- _Listed records_:
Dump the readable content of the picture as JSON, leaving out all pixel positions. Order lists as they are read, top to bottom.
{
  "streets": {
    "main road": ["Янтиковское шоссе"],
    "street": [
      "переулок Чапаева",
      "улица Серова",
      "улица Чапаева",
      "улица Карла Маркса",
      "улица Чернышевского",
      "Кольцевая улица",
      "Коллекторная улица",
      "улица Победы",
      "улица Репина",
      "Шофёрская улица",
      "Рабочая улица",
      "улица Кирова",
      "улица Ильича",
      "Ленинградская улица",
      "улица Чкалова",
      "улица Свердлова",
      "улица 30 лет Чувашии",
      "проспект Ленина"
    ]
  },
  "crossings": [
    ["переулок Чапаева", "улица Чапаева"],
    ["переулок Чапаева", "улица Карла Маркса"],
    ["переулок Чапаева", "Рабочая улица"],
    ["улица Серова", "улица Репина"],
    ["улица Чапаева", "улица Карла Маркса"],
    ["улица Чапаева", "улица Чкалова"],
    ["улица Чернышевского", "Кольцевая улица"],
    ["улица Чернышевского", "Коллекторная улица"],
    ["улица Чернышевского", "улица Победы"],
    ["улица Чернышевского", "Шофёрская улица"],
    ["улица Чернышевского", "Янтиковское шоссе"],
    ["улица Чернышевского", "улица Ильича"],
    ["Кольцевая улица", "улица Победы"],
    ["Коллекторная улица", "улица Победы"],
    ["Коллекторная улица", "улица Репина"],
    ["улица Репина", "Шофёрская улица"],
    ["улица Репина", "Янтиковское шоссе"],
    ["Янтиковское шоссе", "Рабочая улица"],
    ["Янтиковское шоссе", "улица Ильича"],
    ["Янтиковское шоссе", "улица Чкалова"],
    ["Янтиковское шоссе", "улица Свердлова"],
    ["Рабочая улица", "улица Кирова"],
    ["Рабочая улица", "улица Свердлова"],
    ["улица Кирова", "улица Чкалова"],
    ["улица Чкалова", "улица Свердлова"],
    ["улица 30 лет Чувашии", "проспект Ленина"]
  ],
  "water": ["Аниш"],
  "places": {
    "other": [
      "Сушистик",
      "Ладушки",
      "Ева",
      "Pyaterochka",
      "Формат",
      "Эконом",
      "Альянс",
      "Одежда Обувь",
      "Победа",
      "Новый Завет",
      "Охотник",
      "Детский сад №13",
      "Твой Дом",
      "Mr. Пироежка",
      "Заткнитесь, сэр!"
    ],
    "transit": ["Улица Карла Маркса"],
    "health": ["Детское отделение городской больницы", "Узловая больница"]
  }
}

- _How to complete this task_: Find and copy every line in the entries above where the string "Серова" occurs.

- _Task answer_:
      "улица Серова",
    ["улица Серова", "улица Репина"],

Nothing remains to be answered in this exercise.